EXERCISE DIRECTIONS
Nothing may be added, dropped, or altered; restate the listing word for word.

------

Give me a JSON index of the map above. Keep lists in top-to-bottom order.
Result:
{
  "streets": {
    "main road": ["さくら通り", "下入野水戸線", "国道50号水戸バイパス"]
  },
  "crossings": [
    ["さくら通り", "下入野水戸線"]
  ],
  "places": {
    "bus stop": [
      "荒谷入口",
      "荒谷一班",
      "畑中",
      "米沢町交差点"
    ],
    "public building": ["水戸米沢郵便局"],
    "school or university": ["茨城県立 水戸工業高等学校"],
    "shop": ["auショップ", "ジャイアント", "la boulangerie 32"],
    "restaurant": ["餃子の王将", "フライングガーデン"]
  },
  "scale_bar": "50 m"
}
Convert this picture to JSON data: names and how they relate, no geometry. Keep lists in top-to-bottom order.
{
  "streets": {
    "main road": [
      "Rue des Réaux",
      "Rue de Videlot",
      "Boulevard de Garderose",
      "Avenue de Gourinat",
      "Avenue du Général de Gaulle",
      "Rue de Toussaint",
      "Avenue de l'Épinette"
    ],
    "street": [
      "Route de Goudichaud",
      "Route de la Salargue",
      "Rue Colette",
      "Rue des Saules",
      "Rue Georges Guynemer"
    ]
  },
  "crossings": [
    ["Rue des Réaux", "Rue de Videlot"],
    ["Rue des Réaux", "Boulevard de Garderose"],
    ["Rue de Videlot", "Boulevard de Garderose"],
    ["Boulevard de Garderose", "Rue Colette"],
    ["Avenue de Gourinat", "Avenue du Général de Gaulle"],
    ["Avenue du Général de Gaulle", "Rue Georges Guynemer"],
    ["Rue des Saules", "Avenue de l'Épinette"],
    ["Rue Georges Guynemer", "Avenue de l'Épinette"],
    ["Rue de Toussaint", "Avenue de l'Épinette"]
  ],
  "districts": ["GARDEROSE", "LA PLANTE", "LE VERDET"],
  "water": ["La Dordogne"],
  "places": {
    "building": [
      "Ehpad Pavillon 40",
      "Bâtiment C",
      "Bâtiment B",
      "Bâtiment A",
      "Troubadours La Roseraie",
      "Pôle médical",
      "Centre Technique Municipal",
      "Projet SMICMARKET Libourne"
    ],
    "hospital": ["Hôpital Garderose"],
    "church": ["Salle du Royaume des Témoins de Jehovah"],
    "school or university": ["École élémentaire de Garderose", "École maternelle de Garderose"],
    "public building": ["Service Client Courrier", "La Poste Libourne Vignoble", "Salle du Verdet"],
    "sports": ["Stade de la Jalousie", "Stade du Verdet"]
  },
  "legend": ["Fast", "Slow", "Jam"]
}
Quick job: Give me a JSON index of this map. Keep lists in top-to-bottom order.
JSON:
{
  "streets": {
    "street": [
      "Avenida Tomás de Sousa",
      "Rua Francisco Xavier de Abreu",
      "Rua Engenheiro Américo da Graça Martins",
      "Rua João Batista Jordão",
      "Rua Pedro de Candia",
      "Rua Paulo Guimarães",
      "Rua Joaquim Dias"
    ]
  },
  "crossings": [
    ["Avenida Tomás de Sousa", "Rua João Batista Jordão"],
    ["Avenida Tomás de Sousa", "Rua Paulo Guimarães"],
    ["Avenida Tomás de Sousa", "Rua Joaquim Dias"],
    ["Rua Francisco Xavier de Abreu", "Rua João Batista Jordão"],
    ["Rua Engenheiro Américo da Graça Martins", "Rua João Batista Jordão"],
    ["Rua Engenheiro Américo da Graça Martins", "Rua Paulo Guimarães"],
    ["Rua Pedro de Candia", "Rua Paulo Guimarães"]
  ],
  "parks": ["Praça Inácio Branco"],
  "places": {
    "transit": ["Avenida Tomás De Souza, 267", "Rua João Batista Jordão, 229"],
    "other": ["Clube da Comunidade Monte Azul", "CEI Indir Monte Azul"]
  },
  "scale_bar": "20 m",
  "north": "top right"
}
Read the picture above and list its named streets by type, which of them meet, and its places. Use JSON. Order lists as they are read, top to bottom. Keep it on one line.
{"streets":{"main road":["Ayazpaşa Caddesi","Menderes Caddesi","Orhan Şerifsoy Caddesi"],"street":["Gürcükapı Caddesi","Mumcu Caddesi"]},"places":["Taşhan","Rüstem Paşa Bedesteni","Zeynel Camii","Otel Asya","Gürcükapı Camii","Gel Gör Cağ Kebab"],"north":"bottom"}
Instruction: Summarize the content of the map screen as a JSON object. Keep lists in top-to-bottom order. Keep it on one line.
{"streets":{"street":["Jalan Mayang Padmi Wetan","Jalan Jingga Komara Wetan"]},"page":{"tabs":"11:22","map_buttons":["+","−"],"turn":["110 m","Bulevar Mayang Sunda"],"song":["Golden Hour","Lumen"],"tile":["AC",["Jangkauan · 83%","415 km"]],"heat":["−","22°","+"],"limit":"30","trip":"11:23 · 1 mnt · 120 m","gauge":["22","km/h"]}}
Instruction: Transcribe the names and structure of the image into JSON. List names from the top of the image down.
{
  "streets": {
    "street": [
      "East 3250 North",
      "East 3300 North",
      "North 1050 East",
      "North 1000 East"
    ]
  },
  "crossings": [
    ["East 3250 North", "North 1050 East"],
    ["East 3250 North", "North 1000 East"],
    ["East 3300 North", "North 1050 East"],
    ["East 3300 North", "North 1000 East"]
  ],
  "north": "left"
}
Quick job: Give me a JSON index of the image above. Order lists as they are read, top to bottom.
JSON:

------

TASK SOLUTION
Give me a JSON index of the map above. Keep lists in top-to-bottom order.
Result:
{
  "streets": {
    "main road": ["さくら通り", "下入野水戸線", "国道50号水戸バイパス"]
  },
  "crossings": [
    ["さくら通り", "下入野水戸線"]
  ],
  "places": {
    "bus stop": [
      "荒谷入口",
      "荒谷一班",
      "畑中",
      "米沢町交差点"
    ],
    "public building": ["水戸米沢郵便局"],
    "school or university": ["茨城県立 水戸工業高等学校"],
    "shop": ["auショップ", "ジャイアント", "la boulangerie 32"],
    "restaurant": ["餃子の王将", "フライングガーデン"]
  },
  "scale_bar": "50 m"
}
Convert this picture to JSON data: names and how they relate, no geometry. Keep lists in top-to-bottom order.
{
  "streets": {
    "main road": [
      "Rue des Réaux",
      "Rue de Videlot",
      "Boulevard de Garderose",
      "Avenue de Gourinat",
      "Avenue du Général de Gaulle",
      "Rue de Toussaint",
      "Avenue de l'Épinette"
    ],
    "street": [
      "Route de Goudichaud",
      "Route de la Salargue",
      "Rue Colette",
      "Rue des Saules",
      "Rue Georges Guynemer"
    ]
  },
  "crossings": [
    ["Rue des Réaux", "Rue de Videlot"],
    ["Rue des Réaux", "Boulevard de Garderose"],
    ["Rue de Videlot", "Boulevard de Garderose"],
    ["Boulevard de Garderose", "Rue Colette"],
    ["Avenue de Gourinat", "Avenue du Général de Gaulle"],
    ["Avenue du Général de Gaulle", "Rue Georges Guynemer"],
    ["Rue des Saules", "Avenue de l'Épinette"],
    ["Rue Georges Guynemer", "Avenue de l'Épinette"],
    ["Rue de Toussaint", "Avenue de l'Épinette"]
  ],
  "districts": ["GARDEROSE", "LA PLANTE", "LE VERDET"],
  "water": ["La Dordogne"],
  "places": {
    "building": [
      "Ehpad Pavillon 40",
      "Bâtiment C",
      "Bâtiment B",
      "Bâtiment A",
      "Troubadours La Roseraie",
      "Pôle médical",
      "Centre Technique Municipal",
      "Projet SMICMARKET Libourne"
    ],
    "hospital": ["Hôpital Garderose"],
    "church": ["Salle du Royaume des Témoins de Jehovah"],
    "school or university": ["École élémentaire de Garderose", "École maternelle de Garderose"],
    "public building": ["Service Client Courrier", "La Poste Libourne Vignoble", "Salle du Verdet"],
    "sports": ["Stade de la Jalousie", "Stade du Verdet"]
  },
  "legend": ["Fast", "Slow", "Jam"]
}
Quick job: Give me a JSON index of this map. Keep lists in top-to-bottom order.
JSON:
{
  "streets": {
    "street": [
      "Avenida Tomás de Sousa",
      "Rua Francisco Xavier de Abreu",
      "Rua Engenheiro Américo da Graça Martins",
      "Rua João Batista Jordão",
      "Rua Pedro de Candia",
      "Rua Paulo Guimarães",
      "Rua Joaquim Dias"
    ]
  },
  "crossings": [
    ["Avenida Tomás de Sousa", "Rua João Batista Jordão"],
    ["Avenida Tomás de Sousa", "Rua Paulo Guimarães"],
    ["Avenida Tomás de Sousa", "Rua Joaquim Dias"],
    ["Rua Francisco Xavier de Abreu", "Rua João Batista Jordão"],
    ["Rua Engenheiro Américo da Graça Martins", "Rua João Batista Jordão"],
    ["Rua Engenheiro Américo da Graça Martins", "Rua Paulo Guimarães"],
    ["Rua Pedro de Candia", "Rua Paulo Guimarães"]
  ],
  "parks": ["Praça Inácio Branco"],
  "places": {
    "transit": ["Avenida Tomás De Souza, 267", "Rua João Batista Jordão, 229"],
    "other": ["Clube da Comunidade Monte Azul", "CEI Indir Monte Azul"]
  },
  "scale_bar": "20 m",
  "north": "top right"
}
Read the picture above and list its named streets by type, which of them meet, and its places. Use JSON. Order lists as they are read, top to bottom. Keep it on one line.
{"streets":{"main road":["Ayazpaşa Caddesi","Menderes Caddesi","Orhan Şerifsoy Caddesi"],"street":["Gürcükapı Caddesi","Mumcu Caddesi"]},"places":["Taşhan","Rüstem Paşa Bedesteni","Zeynel Camii","Otel Asya","Gürcükapı Camii","Gel Gör Cağ Kebab"],"north":"bottom"}
Instruction: Summarize the content of the map screen as a JSON object. Keep lists in top-to-bottom order. Keep it on one line.
{"streets":{"street":["Jalan Mayang Padmi Wetan","Jalan Jingga Komara Wetan"]},"page":{"tabs":"11:22","map_buttons":["+","−"],"turn":["110 m","Bulevar Mayang Sunda"],"song":["Golden Hour","Lumen"],"tile":["AC",["Jangkauan · 83%","415 km"]],"heat":["−","22°","+"],"limit":"30","trip":"11:23 · 1 mnt · 120 m","gauge":["22","km/h"]}}
Instruction: Transcribe the names and structure of the image into JSON. List names from the top of the image down.
{
  "streets": {
    "street": [
      "East 3250 North",
      "East 3300 North",
      "North 1050 East",
      "North 1000 East"
    ]
  },
  "crossings": [
    ["East 3250 North", "North 1050 East"],
    ["East 3250 North", "North 1000 East"],
    ["East 3300 North", "North 1050 East"],
    ["East 3300 North", "North 1000 East"]
  ],
  "north": "left"
}
Quick job: Give me a JSON index of the image above. Order lists as they are read, top to bottom.
JSON:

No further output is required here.